§ **DATA SUPPLIED**:
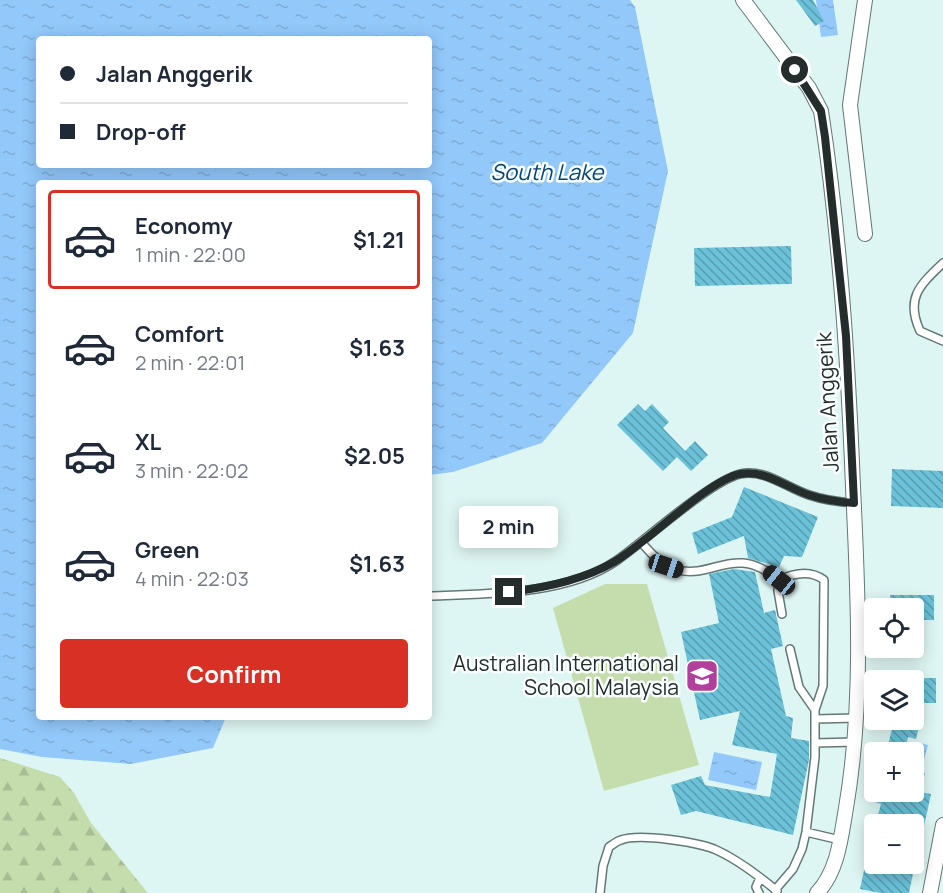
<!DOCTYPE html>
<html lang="en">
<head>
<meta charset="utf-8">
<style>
	:root { --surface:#fff; --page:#f6f6f7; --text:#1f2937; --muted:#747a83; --line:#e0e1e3; --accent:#d93025 }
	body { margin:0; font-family:Manrope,sans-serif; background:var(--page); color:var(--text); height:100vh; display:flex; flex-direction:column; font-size:22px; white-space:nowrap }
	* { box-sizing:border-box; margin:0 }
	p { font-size:20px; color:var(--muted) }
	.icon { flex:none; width:33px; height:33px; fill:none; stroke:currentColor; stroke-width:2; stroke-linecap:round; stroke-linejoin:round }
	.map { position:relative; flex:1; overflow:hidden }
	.details { position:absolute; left:36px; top:180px; width:396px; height:540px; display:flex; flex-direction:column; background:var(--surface); border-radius:6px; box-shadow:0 3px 15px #0003 }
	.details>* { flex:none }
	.hud { position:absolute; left:36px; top:36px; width:396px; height:132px; border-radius:6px; box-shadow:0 3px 15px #0003; display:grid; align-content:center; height:132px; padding:0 24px; background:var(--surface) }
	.buttons { position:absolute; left:864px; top:598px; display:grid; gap:12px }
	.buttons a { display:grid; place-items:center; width:60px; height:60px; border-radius:6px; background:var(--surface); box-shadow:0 3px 15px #0003; font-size:30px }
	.end { position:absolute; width:27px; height:27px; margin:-14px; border:8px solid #242d2c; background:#fff; box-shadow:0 0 0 3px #fff }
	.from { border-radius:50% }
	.bubble { position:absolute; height:42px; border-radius:6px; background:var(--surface); box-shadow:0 3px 15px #0003; font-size:20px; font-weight:700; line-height:42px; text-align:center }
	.car { position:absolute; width:18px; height:36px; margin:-18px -9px; border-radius:8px; box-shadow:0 0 4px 2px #0007; background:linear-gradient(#222 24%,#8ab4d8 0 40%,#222 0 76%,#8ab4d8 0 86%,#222 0) }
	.hud b { display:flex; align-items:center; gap:21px; height:57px; font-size:22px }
	.hud b+b { border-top:2px solid var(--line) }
	.hud i { width:15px; height:15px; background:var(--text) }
	ul { padding:10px 0 0; list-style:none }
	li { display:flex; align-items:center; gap:18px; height:99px; margin:0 12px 9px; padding:0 12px; border:3px solid transparent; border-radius:6px }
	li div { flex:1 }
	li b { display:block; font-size:22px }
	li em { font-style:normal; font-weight:700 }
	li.on { border-color:var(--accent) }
	li>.icon { width:54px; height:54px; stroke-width:1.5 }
	.cta { display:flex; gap:12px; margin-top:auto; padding:12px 24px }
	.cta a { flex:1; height:69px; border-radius:6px; background:var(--accent); color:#fff; font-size:24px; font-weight:700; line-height:69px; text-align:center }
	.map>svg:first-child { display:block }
	.grass { fill:#c5dcac }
	.forest { fill:url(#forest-firs) }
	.water { fill:url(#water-ripples); fill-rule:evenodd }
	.building { fill:url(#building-back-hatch) }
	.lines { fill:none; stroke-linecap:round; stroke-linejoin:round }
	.service-casing { stroke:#637876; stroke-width:10 }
	.minor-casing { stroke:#637876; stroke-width:16 }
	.service { stroke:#fff; stroke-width:7 }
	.minor { stroke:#fff; stroke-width:14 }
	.route { stroke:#242d2c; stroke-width:8 }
	.labels { text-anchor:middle; stroke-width:5; stroke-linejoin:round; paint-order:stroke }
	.street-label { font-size:21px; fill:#242d2c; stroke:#fafefe }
	.poi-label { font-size:21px; fill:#242d2c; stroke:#fafefe; text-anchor:end }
	.water-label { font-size:22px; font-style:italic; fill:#044471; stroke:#fafefe }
</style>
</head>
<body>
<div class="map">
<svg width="943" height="893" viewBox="0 0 943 893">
	<defs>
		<pattern id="forest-firs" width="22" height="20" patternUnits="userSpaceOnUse" patternTransform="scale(1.5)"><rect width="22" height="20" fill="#c5dcac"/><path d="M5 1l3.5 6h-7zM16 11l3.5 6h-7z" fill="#a9bd94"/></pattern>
		<pattern id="water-ripples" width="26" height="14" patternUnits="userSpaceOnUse" patternTransform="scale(1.5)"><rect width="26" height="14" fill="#92c8fa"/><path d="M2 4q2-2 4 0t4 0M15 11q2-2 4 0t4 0" fill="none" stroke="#7eacd6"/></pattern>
		<pattern id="building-back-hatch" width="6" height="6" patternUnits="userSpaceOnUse" patternTransform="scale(1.5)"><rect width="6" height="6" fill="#6ac1d8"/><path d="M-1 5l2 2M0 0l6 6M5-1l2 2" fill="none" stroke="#579daf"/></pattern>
	</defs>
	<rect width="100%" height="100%" fill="#def6f3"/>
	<path class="grass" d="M605,584H647L699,765L604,791L553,608Z"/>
	<path class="forest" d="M0,758L60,777L74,793L91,823L148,893H0Z"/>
	<path class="water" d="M0,0H630L635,7L668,171L633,333L542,443L453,472L429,475V183H39V717H226L213,748L131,764L42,757L0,749ZM39,39H429V165H39Z
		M816,0H833L838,35L821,37Z
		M917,742L928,745L921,771L914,769Z
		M714,752L762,762L756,790L708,780Z"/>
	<path class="building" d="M796,0H813L824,21L815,26Z
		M791,246L792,284L695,286L694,248Z
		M638,404L645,411L652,404L669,422L663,428L685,451L695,441L708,455L691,471L677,457L663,471L617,425Z
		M892,469L943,471V508L891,506Z
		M744,487L818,517L802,557L784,556L779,567L748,558L744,536L698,554L692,533L732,517Z
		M734,569L755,572L764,613L775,610L783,646L771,649L786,716L793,718L791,738L809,741V760L793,835L696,811L681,815L671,785L701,776L705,785L770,797L777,754L732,745L740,711L700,720L681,632L719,623L709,574Z
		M890,595H934V620H914V609H890Z
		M914,678H936V703H914Z
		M894,721L919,727L916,739L908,737L904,753H886Z
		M914,770L925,773L920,792L931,794L917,858H914V825H875L881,804L875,802L878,792H914Z
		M870,842H874V864H915L909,893H880L860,889Z"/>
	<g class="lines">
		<g class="service-casing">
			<path id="service" d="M943,263C920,285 905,298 920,331L943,341
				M641,542C649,551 658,562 669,567C712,585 730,540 779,580
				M429,596C487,594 566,595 616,561C646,540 709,482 740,474C764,468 787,488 809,495C824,500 838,502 854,503
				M790,649L799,687L815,710
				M815,719L856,718
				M815,743L855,742
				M806,832L840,840
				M775,890L793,869L802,849L806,832L815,757V710L823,686L824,580C811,570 794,573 779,580L778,591L782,614
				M600,893L603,866L609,847C612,845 617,841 621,840C639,833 696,842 714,849C735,858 759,876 777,891
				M759,893L756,887L760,878"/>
		</g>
		<g class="minor-casing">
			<path id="minor" d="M743,0L809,88L821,111C840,235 848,361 853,487C858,594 864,702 846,808C841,837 838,871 817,893
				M865,0L850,105L865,234
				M930,893L943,825"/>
		</g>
		<use href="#service" class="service"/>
		<use href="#minor" class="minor"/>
	</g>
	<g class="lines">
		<path class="route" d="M509,592C544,588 583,580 614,562C647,543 707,481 740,474C765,469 787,488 809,495C824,500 838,502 854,503L846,336L825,137L821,111L795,70"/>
	</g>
	<defs>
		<g id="school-square" transform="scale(1.725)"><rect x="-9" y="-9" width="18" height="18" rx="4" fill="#b1409c" stroke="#fafefe"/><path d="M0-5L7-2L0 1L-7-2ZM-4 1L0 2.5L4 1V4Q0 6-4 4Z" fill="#fff"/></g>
	</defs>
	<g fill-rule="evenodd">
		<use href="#school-square" x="702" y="676"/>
	</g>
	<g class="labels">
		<g class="street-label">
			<text transform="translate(828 402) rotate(-93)" y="7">Jalan Anggerik</text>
		</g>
		<g class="poi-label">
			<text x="679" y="671">Australian International<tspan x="679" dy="24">School Malaysia</tspan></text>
		</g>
		<g class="water-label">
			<text x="547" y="180">South Lake</text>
		</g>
	</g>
</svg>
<div class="buttons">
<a><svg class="icon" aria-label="locate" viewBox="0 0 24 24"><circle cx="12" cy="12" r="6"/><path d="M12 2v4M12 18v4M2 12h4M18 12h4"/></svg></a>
<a><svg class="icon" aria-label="layers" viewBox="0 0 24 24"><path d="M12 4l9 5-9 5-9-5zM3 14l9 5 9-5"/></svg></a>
<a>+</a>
<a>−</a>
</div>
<i class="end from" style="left:795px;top:70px"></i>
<i class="end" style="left:509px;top:592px"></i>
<div class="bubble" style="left:459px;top:506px;width:99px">2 min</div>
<i class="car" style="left:666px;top:566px;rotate:108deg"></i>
<i class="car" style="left:779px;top:580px;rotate:309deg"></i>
<div class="hud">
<b><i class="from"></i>Jalan Anggerik</b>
<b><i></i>Drop-off</b>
</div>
<section class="details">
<ul>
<li class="on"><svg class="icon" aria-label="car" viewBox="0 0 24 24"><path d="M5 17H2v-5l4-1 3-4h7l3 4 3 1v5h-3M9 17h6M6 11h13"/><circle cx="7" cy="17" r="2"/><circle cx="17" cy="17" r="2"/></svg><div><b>Economy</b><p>1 min · 22:00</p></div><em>$1.21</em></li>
<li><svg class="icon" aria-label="car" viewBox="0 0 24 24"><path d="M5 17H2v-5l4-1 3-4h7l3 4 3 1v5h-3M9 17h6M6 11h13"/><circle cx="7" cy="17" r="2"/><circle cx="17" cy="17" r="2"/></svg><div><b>Comfort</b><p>2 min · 22:01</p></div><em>$1.63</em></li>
<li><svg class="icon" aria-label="car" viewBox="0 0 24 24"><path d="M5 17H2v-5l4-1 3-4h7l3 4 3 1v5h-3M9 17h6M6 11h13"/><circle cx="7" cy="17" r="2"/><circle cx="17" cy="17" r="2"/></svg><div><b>XL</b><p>3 min · 22:02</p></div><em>$2.05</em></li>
<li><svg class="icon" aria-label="car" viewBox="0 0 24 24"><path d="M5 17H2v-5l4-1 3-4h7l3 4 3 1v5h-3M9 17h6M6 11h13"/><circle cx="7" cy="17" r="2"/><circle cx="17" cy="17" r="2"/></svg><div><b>Green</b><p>4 min · 22:03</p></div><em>$1.63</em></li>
</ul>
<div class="cta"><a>Confirm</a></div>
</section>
</div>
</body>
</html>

§ **INSTRUCTIONS TO FOLLOW**: In the listing above, find each line with "buttons" and copy it.

§ **WRITTEN SOLUTION**:
	.buttons { position:absolute; left:864px; top:598px; display:grid; gap:12px }
	.buttons a { display:grid; place-items:center; width:60px; height:60px; border-radius:6px; background:var(--surface); box-shadow:0 3px 15px #0003; font-size:30px }
<div class="buttons">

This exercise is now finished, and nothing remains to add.